• Forest for the Trees
  • THE FOREST FOR THE TREES is about writing, publishing and what makes writers tick. This blog is dedicated to the self loathing that afflicts most writers. A community of like-minded malcontents gather here. I post less frequently now, but hopefully with as much vitriol. Please join in! Gluttons for punishment can scroll through the archives.

    If I’ve learned one thing about writers, it’s this: we really are all alone. Thanks for reading. Love, Betsy

A Hustle Here and a Hustle There

FAME: A Five Part Series

Part II

Your Picture Here

Do you have to court fame to get it? Network. Schmooze. Glad hand. Rub shoulders. Back slap. Kiss kiss? Do you need to drink all night at Breadloaf, hold court at Yaddo dinners, buy rounds at Kingfisher? Wear your tangerine seersucker to the latest Paris Review bash? Or did you fall off the parsnip truck, spit and cough your way to life? Did you shove your manuscript through the gate of a reclusive agent, meet an editor, by chance, on a plane?Do you serve yourself up like shrimp at a buffet. Do you dip yourself in cocktail sauce, pull a skewer through you vital organs?Do you write all night on the fire escape, in the boiler room, on a night train to the Czech Republic.

What do you want and how badly do you want it?

51 Responses

  1. thank you for this question. i needed it tonight.

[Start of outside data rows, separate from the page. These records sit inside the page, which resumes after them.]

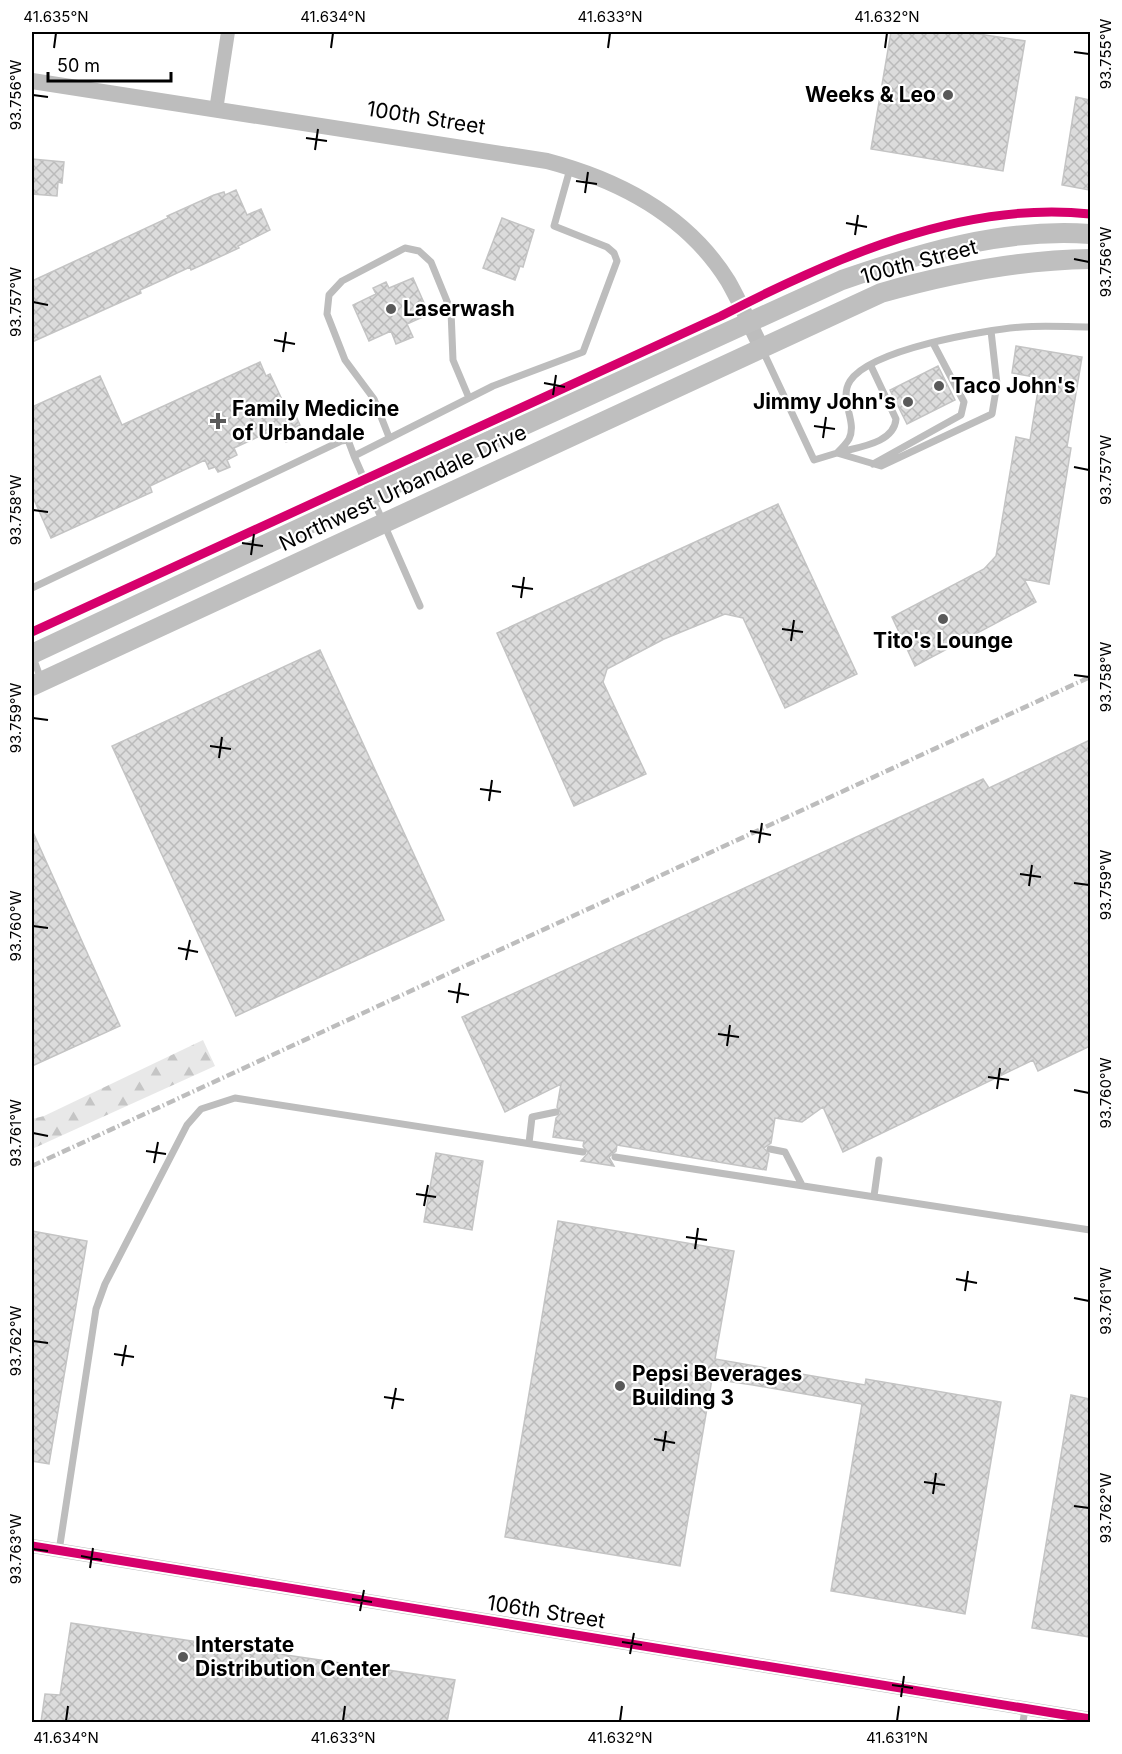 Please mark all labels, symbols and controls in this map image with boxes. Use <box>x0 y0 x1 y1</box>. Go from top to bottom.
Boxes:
text: 41.635°N <box>23 7 89 26</box>
text: 41.634°N <box>300 7 366 26</box>
text: 41.633°N <box>577 7 643 26</box>
text: 41.632°N <box>854 7 920 26</box>
text: 93.755°W <box>1096 19 1115 89</box>
scale bar <box>48 45 171 83</box>
text: 50 m <box>57 55 100 76</box>
text: 93.756°W <box>6 59 25 130</box>
place label: Weeks & Leo <box>805 82 936 107</box>
marker: Weeks & Leo <box>941 88 955 102</box>
street label: 100th Street <box>365 96 487 139</box>
text: 93.756°W <box>1096 226 1115 297</box>
street label: 100th Street <box>858 234 980 289</box>
text: 93.757°W <box>6 267 25 337</box>
place label: Laserwash <box>403 296 515 321</box>
marker: Laserwash <box>384 302 398 316</box>
place label: Taco John's <box>951 373 1075 398</box>
marker: Taco John's <box>932 379 946 393</box>
place label: Jimmy John's <box>753 389 896 414</box>
marker: Jimmy John's <box>901 395 915 409</box>
place label: Family Medicine of Urbandale <box>232 396 399 445</box>
marker: Family Medicine of Urbandale <box>209 412 227 430</box>
street label: Northwest Urbandale Drive <box>275 419 530 556</box>
text: 93.757°W <box>1096 435 1115 505</box>
text: 93.758°W <box>6 475 25 545</box>
marker: Tito's Lounge <box>936 612 950 626</box>
place label: Tito's Lounge <box>873 628 1013 653</box>
text: 93.758°W <box>1096 642 1115 712</box>
text: 93.759°W <box>6 682 25 753</box>
text: 93.759°W <box>1096 849 1115 920</box>
text: 93.760°W <box>6 890 25 961</box>
text: 93.760°W <box>1096 1057 1115 1128</box>
text: 93.761°W <box>6 1099 25 1167</box>
text: 93.761°W <box>1096 1267 1115 1335</box>
text: 93.762°W <box>6 1305 25 1376</box>
place label: Pepsi Beverages Building 3 <box>632 1361 802 1410</box>
marker: Pepsi Beverages Building 3 <box>613 1379 627 1393</box>
text: 93.762°W <box>1096 1472 1115 1543</box>
text: 93.763°W <box>6 1514 25 1584</box>
street label: 106th Street <box>485 1590 607 1633</box>
place label: Interstate Distribution Center <box>195 1632 390 1681</box>
marker: Interstate Distribution Center <box>176 1650 190 1664</box>
text: 41.634°N <box>33 1728 99 1747</box>
text: 41.633°N <box>310 1728 376 1747</box>
text: 41.632°N <box>587 1728 653 1747</box>
text: 41.631°N <box>866 1728 928 1747</box> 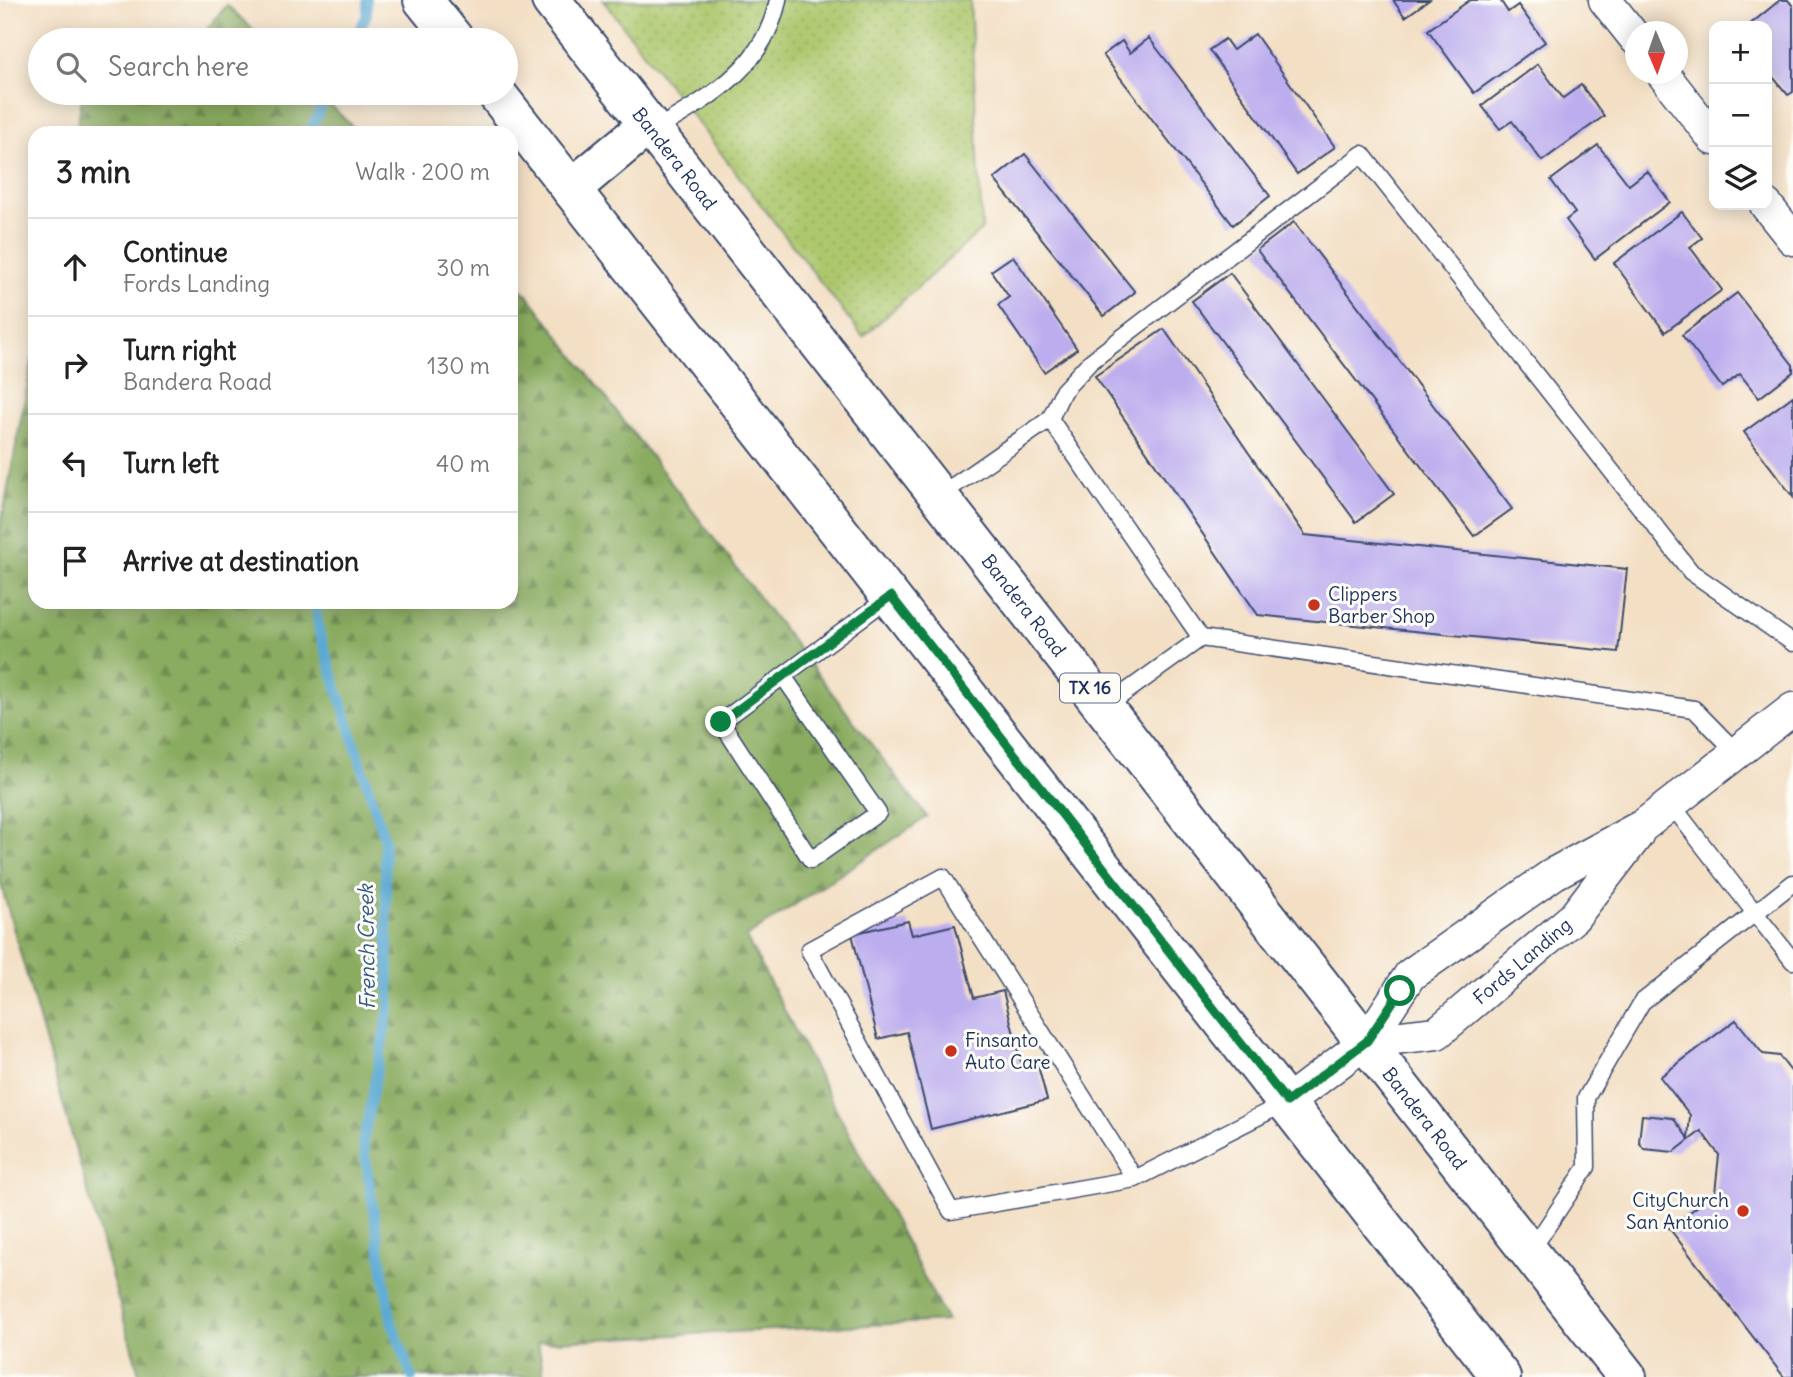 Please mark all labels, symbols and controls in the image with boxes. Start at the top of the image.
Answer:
north arrow [1625,21,1688,84]
map controls [1709,21,1772,210]
button: + [1709,21,1772,84]
search box [28,28,518,105]
icon: search [52,48,90,86]
text: Search here [108,50,249,83]
button: − [1709,84,1772,147]
street label: Bandera Road [627,102,722,214]
button: layers [1709,147,1772,210]
text: 3 min [56,153,131,191]
text: Walk · 200 m [355,157,490,186]
text: Continue [123,236,228,269]
icon: ahead [56,248,94,286]
text: 30 m [436,253,490,282]
text: Fords Landing [123,269,270,298]
text: Turn right [123,334,236,367]
icon: right [56,346,94,384]
text: 130 m [427,351,490,380]
text: Bandera Road [123,367,272,396]
icon: left [56,444,94,482]
text: Turn left [123,447,219,480]
text: 40 m [436,449,490,478]
icon: arrive [56,542,94,580]
text: Arrive at destination [123,545,359,578]
street label: Bandera Road [976,549,1071,661]
place label: Clippers Barber Shop [1328,582,1435,628]
marker: Clippers Barber Shop [1306,597,1322,613]
road number: TX 16 [1060,674,1120,702]
route end [705,706,736,737]
water label: French Creek [352,883,381,1010]
street label: Fords Landing [1468,912,1576,1009]
route start [1384,975,1415,1006]
place label: Finsanto Auto Care [965,1028,1051,1074]
marker: Finsanto Auto Care [943,1043,959,1059]
street label: Bandera Road [1377,1062,1472,1174]
place label: CityChurch San Antonio [1626,1188,1729,1234]
marker: CityChurch San Antonio [1735,1203,1751,1219] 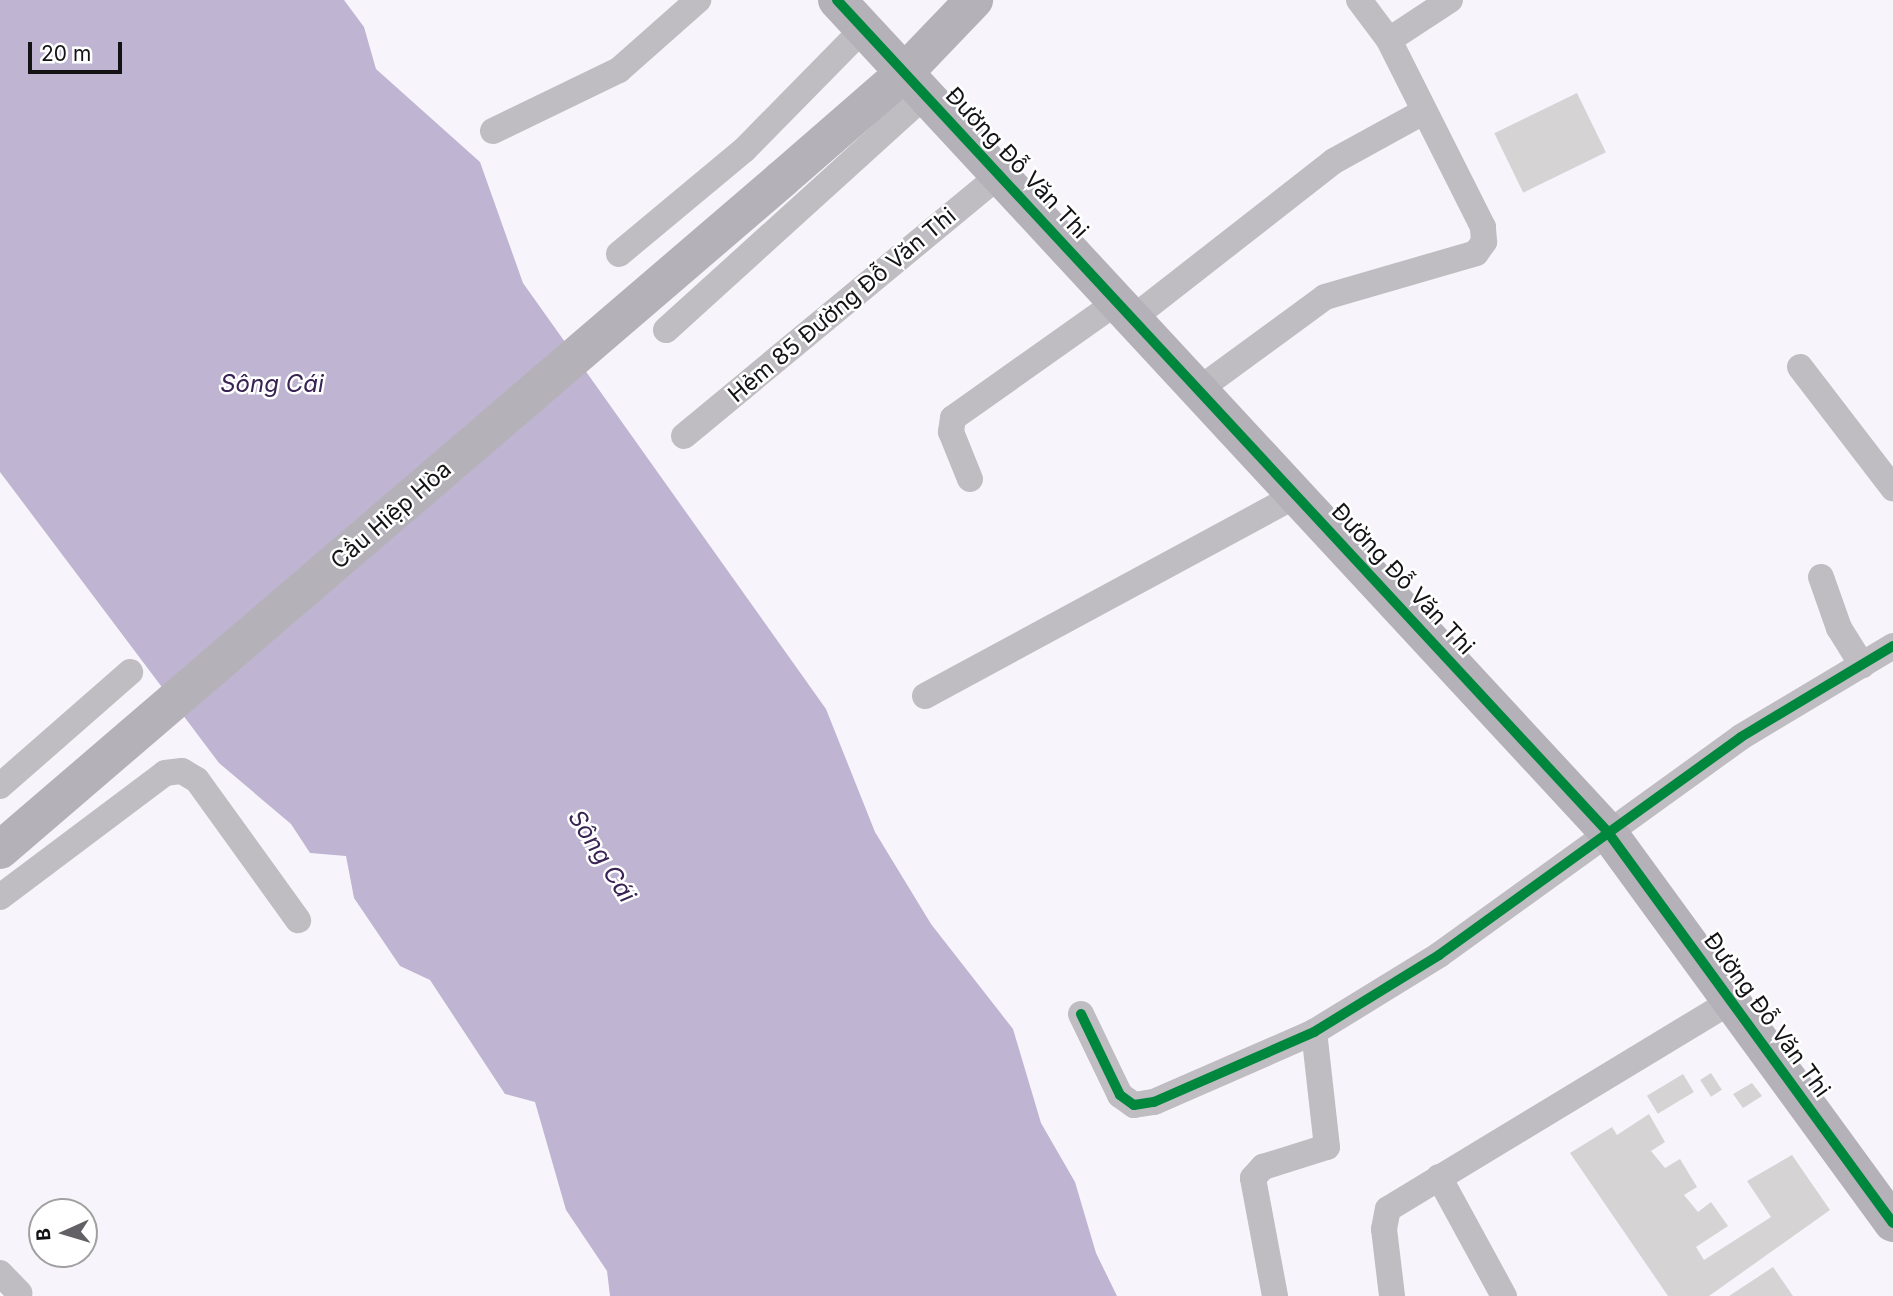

    (and i always dip myself in cocktail sauce. always.)

  2. Living in the middle of BFE, I would give my eyeteeth to drink all night at Breadloaf, hold court at Yaddo.

    And I would rock a tangerine seer sucker suit. Fuck fame. I want the suit.

  3. God, I wish I had the confidence to stand back and allow my work to do the talking. But these days, is that even viable? Retweets ahoy, facebook friends, doing the blog rounds (though that can be delightful).

    I’m going the self publishing route. Hello hello, buy my book, will you review it, thanks a lot, meet you behind the dumpster for a quickie. I mean, I’m an English major, not a marketing whiz. Buy my book? No? Why not? No explanation either? Je suis desole.

    So instead it’s up late trying to build a following for my blog. Studying the inscrutable success of other Twitterites, and looking at my nascent tweets, and wondering: do they blend?

    God, forget fame. Fame is for assholes. Instead, gimme another 20 Twitter followers, another 40 hits on each blog post I write, gimme a couple of people who Like my author page and I am sunset golden, the kind of light that hits you horizontal on the beach just before sunset.

    • I’m thinking of the Kindle route. How are you going to do it? Let me know how it goes. I truly believe the querying route may no longer be the way to go.
      When someone on Cracked.com says they enjoyed something I wrote I am thrilled.

  4. Ah, to live, to begin to live. As if, this, this ever changing language thing-a ma-jigger, were the all to tell all. I just read four posts on this blog and I couldn’t make heads or tails out of any of it. Am I getting old? Have I become my grandpa? Goddammit! It wasn’t supposed to be this way! I love reading and reading great writers, usually honest writers, Genet, lately; human puss, some would say, but at least he is honest. I haven’t read any Franzen books, but from the reviews, I gather that he is questioning the over-population of human on our little floating globe. ?. Can we count the instances of the lapse of not only education but intelligence? The world is over populated by humans, really? Holy shit, did he come up with that himself? My god. I dived off that boat after I read The Naked and the Dead. Which, unfortunately, is probably more than sixty years old. Older than it’s author. Maybe not. All I can say in all honesty right now is, what the fuck ever, same old reel, you might as well watch cartoons. It means about the same. I know this sounds like a punch at Franzen but I have never read one of his books. Why? I feel the need to beat the holy living shit out of parasites. I want to squash them like a bed-bug, but I don’t want to end up in jail. I admit, I did read two or three paragraphs from his latest famous book, in a review. The review didn’t sway my opinion, his rich-kid, gee-wiz, where’s the comfort attitude made me want to smash him in the face. But that’s me. Thanks Betsey!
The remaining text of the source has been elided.